Available data: Begin
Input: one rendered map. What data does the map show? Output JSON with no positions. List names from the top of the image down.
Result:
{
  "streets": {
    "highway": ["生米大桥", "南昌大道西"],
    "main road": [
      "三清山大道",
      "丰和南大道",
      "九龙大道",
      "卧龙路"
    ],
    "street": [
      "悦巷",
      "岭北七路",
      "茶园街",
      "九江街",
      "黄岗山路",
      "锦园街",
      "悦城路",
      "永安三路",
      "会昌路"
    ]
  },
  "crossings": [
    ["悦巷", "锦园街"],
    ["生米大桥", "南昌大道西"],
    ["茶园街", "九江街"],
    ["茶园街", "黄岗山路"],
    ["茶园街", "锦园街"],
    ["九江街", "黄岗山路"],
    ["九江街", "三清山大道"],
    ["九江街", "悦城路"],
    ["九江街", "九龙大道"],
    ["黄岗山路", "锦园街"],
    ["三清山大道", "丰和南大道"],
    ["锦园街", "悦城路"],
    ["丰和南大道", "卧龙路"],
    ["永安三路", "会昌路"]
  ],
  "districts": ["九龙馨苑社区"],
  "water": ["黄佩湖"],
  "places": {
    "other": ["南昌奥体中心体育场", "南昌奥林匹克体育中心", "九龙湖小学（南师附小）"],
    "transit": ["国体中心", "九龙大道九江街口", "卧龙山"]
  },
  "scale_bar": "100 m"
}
Available data: End
[Task goal] Output each entry exactly. Leave none out.

[Answer for this exercise]
Input: one rendered map. What data does the map show? Output JSON with no positions. List names from the top of the image down.
Result:
{
  "streets": {
    "highway": ["生米大桥", "南昌大道西"],
    "main road": [
      "三清山大道",
      "丰和南大道",
      "九龙大道",
      "卧龙路"
    ],
    "street": [
      "悦巷",
      "岭北七路",
      "茶园街",
      "九江街",
      "黄岗山路",
      "锦园街",
      "悦城路",
      "永安三路",
      "会昌路"
    ]
  },
  "crossings": [
    ["悦巷", "锦园街"],
    ["生米大桥", "南昌大道西"],
    ["茶园街", "九江街"],
    ["茶园街", "黄岗山路"],
    ["茶园街", "锦园街"],
    ["九江街", "黄岗山路"],
    ["九江街", "三清山大道"],
    ["九江街", "悦城路"],
    ["九江街", "九龙大道"],
    ["黄岗山路", "锦园街"],
    ["三清山大道", "丰和南大道"],
    ["锦园街", "悦城路"],
    ["丰和南大道", "卧龙路"],
    ["永安三路", "会昌路"]
  ],
  "districts": ["九龙馨苑社区"],
  "water": ["黄佩湖"],
  "places": {
    "other": ["南昌奥体中心体育场", "南昌奥林匹克体育中心", "九龙湖小学（南师附小）"],
    "transit": ["国体中心", "九龙大道九江街口", "卧龙山"]
  },
  "scale_bar": "100 m"
}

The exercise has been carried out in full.